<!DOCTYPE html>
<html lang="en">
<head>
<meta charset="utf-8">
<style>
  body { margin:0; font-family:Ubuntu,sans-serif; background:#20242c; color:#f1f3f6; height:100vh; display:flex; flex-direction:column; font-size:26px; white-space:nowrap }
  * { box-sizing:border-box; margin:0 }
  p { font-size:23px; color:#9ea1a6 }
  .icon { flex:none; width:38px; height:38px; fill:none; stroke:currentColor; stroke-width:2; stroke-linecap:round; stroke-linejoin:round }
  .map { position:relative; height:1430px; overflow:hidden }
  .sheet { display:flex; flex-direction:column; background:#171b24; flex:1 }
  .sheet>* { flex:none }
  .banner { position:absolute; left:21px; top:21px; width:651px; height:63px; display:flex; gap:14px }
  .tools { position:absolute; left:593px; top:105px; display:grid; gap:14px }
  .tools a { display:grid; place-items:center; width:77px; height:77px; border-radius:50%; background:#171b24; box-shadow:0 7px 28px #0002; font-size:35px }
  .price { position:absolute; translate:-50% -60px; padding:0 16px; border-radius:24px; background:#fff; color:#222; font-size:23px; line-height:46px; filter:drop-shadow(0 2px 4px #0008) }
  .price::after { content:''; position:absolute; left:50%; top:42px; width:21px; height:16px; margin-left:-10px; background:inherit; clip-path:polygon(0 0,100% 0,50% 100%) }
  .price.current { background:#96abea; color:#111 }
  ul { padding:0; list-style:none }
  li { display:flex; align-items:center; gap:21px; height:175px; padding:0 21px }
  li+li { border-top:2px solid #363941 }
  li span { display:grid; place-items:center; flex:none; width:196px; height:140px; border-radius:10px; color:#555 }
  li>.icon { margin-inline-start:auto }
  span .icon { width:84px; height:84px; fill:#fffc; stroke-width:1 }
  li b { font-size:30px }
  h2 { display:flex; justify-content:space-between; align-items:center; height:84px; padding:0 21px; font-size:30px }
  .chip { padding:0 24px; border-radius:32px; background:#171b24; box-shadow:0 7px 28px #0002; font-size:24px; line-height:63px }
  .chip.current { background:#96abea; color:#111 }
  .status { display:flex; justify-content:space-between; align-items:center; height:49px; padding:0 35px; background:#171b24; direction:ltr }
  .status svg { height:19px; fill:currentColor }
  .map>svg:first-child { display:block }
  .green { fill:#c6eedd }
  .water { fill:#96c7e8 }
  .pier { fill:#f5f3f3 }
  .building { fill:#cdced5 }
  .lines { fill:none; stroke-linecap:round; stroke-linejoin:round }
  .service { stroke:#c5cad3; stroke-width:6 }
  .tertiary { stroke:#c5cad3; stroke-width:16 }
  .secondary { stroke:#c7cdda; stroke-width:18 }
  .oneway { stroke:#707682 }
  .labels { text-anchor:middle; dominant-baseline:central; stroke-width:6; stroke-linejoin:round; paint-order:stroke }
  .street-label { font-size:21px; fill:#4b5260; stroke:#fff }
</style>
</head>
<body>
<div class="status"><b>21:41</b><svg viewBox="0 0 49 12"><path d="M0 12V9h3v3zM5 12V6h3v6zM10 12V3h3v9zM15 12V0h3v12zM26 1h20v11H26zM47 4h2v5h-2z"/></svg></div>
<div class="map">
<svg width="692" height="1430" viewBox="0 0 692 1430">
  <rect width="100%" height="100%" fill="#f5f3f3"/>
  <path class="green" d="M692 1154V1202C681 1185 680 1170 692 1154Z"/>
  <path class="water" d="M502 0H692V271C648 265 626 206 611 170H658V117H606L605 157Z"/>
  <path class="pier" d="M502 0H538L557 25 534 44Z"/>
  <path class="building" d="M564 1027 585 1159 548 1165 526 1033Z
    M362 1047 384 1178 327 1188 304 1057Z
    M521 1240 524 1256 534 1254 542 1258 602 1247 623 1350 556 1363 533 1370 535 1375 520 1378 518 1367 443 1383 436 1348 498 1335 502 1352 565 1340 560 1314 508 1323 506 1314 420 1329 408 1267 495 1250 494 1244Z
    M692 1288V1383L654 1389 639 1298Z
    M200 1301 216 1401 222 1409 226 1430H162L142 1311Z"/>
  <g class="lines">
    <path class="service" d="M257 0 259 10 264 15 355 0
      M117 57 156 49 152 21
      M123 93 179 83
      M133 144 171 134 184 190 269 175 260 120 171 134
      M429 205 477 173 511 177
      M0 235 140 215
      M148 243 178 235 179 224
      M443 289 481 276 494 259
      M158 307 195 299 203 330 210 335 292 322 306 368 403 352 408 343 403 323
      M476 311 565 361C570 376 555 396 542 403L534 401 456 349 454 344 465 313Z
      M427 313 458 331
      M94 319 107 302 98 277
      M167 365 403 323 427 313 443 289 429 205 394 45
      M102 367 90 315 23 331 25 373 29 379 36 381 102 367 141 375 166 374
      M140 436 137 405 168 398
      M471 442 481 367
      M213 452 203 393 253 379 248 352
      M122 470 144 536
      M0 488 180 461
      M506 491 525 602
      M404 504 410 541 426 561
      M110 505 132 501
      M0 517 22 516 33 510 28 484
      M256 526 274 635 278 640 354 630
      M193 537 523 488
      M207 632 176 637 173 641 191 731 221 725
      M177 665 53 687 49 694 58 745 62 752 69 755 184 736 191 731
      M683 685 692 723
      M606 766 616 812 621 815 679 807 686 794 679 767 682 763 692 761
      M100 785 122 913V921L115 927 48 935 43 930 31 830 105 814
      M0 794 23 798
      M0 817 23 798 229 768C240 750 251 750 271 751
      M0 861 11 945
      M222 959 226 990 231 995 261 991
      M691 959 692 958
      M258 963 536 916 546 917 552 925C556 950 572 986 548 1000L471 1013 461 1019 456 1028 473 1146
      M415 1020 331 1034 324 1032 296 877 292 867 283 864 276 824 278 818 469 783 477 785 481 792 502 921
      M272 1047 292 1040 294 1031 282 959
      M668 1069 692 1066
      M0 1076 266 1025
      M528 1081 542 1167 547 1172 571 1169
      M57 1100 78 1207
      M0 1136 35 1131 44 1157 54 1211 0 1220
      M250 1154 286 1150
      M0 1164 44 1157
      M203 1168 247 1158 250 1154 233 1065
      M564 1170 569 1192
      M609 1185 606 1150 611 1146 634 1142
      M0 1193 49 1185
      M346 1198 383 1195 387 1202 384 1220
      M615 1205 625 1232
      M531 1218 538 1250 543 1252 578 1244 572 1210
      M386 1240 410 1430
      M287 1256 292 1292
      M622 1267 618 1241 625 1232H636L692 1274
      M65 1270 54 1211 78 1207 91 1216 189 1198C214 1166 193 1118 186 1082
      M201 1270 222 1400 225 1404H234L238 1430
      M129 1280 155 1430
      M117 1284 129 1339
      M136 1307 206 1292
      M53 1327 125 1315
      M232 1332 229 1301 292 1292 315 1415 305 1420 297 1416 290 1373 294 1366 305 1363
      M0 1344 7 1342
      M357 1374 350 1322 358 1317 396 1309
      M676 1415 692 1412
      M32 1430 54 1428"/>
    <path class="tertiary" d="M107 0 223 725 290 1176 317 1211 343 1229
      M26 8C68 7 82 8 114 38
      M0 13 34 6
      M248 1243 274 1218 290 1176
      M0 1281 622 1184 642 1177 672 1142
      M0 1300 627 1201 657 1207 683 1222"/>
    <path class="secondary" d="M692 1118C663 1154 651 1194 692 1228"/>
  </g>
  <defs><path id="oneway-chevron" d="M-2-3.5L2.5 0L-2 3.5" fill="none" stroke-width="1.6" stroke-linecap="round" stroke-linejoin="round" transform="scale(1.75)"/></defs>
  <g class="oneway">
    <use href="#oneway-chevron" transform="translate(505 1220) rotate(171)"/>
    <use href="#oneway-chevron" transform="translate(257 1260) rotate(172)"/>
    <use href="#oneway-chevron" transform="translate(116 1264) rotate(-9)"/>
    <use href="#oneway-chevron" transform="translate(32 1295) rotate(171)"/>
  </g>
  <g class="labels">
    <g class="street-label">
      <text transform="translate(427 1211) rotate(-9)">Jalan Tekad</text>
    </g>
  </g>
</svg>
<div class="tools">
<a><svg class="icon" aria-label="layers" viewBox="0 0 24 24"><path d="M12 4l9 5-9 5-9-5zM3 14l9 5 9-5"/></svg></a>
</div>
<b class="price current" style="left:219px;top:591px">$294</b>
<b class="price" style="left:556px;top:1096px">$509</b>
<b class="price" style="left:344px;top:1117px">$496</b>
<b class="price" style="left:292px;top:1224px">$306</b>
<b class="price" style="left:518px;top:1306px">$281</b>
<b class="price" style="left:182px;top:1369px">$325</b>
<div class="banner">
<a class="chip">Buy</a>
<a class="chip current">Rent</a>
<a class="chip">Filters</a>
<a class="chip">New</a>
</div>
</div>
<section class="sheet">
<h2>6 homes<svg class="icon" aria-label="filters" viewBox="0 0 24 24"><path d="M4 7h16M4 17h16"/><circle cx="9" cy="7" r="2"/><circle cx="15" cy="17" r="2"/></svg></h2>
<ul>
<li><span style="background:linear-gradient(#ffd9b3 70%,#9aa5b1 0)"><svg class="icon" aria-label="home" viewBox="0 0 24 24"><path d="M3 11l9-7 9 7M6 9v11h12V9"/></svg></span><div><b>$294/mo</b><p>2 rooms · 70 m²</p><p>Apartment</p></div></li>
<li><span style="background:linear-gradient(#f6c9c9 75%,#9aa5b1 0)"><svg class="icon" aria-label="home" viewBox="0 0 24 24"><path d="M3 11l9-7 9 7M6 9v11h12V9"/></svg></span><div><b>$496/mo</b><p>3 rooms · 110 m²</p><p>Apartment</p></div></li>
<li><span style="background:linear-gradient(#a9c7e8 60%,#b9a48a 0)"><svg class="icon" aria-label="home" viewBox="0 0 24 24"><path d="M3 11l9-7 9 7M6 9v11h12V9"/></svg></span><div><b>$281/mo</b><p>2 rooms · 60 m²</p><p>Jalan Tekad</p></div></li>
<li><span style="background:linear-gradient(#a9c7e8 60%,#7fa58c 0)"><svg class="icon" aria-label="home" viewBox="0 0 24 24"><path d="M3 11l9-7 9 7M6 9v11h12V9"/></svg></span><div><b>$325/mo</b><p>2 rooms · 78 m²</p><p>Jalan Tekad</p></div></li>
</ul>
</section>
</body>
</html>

**EXERCISE GOAL**.
In the data above, which lines lie between the line with "M207 632 176" and the line with "M0 1164 44 1157", inclusive? Print those lines exactly and nothing else.

**ANSWER TO THIS PROBLEM**.
      M207 632 176 637 173 641 191 731 221 725
      M177 665 53 687 49 694 58 745 62 752 69 755 184 736 191 731
      M683 685 692 723
      M606 766 616 812 621 815 679 807 686 794 679 767 682 763 692 761
      M100 785 122 913V921L115 927 48 935 43 930 31 830 105 814
      M0 794 23 798
      M0 817 23 798 229 768C240 750 251 750 271 751
      M0 861 11 945
      M222 959 226 990 231 995 261 991
      M691 959 692 958
      M258 963 536 916 546 917 552 925C556 950 572 986 548 1000L471 1013 461 1019 456 1028 473 1146
      M415 1020 331 1034 324 1032 296 877 292 867 283 864 276 824 278 818 469 783 477 785 481 792 502 921
      M272 1047 292 1040 294 1031 282 959
      M668 1069 692 1066
      M0 1076 266 1025
      M528 1081 542 1167 547 1172 571 1169
      M57 1100 78 1207
      M0 1136 35 1131 44 1157 54 1211 0 1220
      M250 1154 286 1150
      M0 1164 44 1157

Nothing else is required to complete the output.